Segment Start: Data records
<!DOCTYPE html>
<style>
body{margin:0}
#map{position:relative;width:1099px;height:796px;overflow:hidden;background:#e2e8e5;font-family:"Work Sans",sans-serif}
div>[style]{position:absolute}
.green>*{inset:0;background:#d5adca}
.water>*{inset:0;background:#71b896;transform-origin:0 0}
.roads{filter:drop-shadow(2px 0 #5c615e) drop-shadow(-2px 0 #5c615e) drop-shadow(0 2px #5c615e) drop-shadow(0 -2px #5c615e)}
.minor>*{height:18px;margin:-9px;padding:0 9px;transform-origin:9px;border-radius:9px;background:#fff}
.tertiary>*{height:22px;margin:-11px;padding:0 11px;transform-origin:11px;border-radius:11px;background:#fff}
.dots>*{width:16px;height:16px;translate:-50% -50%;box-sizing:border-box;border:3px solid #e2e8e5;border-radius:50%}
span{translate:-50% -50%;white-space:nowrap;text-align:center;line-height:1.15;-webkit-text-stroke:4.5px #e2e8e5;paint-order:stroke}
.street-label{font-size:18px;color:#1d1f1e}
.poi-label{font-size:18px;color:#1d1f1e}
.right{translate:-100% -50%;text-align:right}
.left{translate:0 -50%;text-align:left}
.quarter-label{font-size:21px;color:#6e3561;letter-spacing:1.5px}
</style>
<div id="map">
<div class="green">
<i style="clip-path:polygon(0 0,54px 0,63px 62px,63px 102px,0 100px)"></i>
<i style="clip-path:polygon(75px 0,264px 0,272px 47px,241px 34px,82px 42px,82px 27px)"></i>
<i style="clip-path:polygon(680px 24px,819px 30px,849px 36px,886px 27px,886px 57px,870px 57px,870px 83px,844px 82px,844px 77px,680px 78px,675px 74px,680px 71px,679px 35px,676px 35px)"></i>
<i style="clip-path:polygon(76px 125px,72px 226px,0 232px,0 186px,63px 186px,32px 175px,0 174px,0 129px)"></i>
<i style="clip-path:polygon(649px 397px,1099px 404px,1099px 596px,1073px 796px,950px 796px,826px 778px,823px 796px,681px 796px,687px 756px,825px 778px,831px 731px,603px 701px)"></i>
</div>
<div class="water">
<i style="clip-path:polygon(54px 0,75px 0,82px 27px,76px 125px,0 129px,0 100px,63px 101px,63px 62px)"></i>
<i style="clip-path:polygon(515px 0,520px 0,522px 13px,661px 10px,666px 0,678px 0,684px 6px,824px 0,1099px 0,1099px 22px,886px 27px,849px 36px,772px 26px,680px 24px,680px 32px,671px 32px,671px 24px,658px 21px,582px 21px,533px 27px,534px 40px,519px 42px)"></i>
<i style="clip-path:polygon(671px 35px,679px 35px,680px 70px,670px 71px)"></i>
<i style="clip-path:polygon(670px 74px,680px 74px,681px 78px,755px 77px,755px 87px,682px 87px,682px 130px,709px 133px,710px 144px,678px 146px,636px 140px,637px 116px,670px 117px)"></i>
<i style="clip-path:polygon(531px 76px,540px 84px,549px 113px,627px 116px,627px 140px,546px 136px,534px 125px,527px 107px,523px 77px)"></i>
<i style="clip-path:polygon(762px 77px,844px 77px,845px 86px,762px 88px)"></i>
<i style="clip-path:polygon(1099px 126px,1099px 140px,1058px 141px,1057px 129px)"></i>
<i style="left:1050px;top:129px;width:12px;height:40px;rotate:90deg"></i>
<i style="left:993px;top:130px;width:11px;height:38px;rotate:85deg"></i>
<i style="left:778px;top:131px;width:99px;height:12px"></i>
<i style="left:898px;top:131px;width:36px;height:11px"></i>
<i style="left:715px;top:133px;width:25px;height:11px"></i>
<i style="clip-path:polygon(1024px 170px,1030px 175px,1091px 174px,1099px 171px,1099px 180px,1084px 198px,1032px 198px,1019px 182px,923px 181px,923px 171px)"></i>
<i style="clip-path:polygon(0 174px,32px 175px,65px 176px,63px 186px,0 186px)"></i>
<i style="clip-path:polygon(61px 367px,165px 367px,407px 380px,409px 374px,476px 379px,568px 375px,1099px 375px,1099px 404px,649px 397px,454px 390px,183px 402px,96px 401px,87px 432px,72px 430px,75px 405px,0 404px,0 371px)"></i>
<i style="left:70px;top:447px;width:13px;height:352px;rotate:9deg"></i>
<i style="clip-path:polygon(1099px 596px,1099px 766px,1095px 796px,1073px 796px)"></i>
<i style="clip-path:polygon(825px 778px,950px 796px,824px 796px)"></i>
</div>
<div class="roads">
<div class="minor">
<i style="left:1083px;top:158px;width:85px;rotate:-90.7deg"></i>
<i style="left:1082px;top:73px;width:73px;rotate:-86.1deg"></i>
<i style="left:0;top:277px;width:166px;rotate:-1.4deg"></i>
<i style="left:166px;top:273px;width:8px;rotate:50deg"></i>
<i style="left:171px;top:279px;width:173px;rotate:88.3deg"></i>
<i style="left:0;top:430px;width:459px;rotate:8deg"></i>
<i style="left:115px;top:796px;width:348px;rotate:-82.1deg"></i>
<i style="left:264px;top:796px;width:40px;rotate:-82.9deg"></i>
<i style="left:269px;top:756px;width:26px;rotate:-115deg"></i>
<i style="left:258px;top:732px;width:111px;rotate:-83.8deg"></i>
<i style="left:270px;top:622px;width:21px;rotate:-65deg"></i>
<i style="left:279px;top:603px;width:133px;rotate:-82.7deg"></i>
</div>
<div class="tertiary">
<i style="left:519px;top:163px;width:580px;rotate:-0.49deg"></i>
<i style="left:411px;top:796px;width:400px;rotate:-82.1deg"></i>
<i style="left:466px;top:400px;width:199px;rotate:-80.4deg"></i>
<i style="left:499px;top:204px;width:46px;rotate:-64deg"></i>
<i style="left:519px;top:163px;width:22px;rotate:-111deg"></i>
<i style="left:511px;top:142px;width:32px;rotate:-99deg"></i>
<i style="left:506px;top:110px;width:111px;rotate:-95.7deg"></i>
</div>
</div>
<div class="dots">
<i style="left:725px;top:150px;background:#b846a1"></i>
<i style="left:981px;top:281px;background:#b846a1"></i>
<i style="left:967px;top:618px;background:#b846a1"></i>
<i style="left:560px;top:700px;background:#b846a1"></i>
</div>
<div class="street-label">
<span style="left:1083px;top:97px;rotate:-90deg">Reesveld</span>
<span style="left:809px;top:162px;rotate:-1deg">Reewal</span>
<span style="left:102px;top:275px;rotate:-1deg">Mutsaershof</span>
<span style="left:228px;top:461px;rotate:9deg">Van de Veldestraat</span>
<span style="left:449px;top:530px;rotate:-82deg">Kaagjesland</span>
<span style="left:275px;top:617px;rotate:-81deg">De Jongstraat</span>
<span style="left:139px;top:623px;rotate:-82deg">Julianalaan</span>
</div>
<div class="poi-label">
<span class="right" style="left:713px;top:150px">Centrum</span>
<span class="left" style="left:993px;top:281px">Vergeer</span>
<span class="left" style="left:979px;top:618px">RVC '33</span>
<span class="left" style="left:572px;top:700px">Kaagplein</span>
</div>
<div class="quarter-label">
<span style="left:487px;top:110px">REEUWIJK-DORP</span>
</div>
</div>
Segment End: Data records
Segment Start: Data records
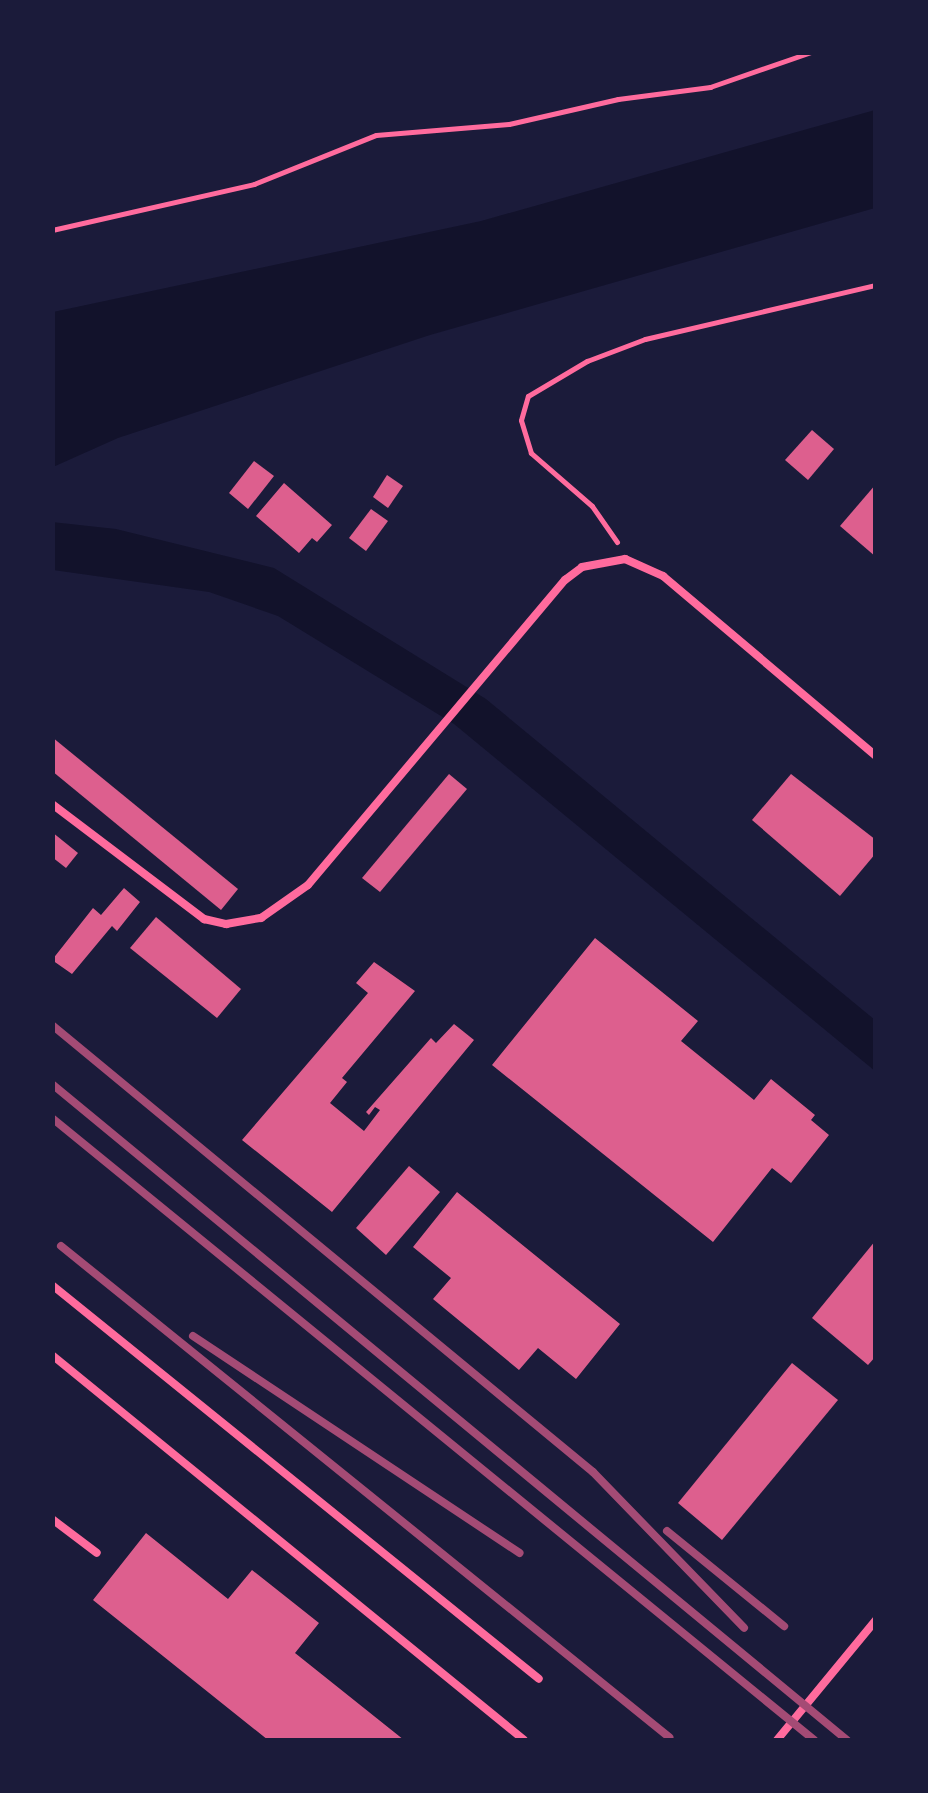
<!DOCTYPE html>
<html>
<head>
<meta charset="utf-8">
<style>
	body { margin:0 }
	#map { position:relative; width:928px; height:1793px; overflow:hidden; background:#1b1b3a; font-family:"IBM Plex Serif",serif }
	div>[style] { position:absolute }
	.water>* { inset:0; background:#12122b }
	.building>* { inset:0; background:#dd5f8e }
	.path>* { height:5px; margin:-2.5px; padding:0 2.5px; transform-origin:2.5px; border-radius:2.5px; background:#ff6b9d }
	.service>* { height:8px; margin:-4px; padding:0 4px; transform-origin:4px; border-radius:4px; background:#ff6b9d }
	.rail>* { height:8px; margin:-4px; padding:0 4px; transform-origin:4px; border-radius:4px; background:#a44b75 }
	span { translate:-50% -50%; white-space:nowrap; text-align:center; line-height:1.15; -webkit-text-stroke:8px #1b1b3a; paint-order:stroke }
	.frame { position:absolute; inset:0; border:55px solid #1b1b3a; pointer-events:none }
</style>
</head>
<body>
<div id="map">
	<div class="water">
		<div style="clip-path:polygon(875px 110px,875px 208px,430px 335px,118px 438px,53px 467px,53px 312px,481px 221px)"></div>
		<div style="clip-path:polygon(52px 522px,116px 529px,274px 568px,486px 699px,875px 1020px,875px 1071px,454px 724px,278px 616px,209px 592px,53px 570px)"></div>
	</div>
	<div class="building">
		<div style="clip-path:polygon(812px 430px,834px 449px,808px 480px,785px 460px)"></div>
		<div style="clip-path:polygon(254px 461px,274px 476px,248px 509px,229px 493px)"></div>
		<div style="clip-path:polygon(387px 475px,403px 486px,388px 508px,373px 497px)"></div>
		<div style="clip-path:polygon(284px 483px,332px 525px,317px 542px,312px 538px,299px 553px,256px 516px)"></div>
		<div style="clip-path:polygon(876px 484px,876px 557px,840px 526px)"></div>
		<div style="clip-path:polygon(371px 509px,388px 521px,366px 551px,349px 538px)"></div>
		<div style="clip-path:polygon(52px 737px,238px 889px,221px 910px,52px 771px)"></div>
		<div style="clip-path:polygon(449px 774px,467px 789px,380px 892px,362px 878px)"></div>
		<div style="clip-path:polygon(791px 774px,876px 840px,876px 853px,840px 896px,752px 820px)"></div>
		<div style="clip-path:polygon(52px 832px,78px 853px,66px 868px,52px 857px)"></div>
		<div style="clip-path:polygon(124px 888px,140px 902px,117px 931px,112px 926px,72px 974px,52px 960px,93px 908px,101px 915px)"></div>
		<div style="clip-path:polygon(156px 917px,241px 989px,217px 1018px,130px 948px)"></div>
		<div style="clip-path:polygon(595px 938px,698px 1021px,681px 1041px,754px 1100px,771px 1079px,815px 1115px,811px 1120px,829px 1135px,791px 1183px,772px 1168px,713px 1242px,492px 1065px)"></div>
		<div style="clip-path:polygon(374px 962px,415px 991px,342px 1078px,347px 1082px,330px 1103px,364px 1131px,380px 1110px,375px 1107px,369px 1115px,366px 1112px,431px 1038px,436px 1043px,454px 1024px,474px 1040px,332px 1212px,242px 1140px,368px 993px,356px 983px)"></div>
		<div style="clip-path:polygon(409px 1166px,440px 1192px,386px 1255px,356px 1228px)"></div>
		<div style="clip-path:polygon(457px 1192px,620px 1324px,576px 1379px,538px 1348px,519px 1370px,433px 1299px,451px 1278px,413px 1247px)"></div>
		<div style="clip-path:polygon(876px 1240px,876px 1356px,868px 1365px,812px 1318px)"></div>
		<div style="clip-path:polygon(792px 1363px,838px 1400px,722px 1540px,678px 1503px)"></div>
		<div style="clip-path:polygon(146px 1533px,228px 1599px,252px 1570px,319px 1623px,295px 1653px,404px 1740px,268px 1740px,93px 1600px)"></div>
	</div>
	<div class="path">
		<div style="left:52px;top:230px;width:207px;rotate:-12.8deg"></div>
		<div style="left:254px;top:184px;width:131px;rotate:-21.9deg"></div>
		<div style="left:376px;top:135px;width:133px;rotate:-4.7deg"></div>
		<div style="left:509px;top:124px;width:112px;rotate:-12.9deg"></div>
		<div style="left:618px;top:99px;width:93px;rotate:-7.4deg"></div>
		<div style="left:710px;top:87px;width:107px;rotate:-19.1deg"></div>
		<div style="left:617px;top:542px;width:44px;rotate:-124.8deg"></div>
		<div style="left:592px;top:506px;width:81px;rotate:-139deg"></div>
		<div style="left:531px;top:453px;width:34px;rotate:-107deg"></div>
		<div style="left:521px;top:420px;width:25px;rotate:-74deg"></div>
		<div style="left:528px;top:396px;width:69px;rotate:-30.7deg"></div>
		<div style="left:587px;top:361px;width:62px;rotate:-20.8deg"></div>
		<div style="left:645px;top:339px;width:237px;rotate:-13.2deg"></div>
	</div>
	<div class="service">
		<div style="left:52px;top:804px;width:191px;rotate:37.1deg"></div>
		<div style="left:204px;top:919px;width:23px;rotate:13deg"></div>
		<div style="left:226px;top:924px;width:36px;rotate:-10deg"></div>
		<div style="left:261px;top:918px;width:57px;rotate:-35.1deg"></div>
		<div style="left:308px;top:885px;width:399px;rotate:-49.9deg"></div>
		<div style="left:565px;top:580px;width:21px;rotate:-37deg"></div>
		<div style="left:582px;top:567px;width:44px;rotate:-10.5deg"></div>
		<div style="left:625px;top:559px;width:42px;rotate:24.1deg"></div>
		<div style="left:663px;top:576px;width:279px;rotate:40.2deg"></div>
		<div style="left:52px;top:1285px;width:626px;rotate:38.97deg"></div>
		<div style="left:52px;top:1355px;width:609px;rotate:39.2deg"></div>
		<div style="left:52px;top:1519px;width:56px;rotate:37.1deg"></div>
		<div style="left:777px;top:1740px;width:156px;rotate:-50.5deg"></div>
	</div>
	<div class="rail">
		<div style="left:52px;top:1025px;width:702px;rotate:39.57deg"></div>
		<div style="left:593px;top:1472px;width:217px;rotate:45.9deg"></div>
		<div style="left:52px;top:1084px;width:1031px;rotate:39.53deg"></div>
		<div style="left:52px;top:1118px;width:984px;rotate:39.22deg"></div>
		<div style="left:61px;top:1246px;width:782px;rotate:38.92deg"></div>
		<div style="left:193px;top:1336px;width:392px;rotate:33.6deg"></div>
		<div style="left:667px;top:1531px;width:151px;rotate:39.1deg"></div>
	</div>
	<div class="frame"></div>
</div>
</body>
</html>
Segment End: Data records
Exercise directions: Go through the material above and report each line containing "hidden".

The completed task:
#map{position:relative;width:1099px;height:796px;overflow:hidden;background:#e2e8e5;font-family:"Work Sans",sans-serif}
	#map { position:relative; width:928px; height:1793px; overflow:hidden; background:#1b1b3a; font-family:"IBM Plex Serif",serif }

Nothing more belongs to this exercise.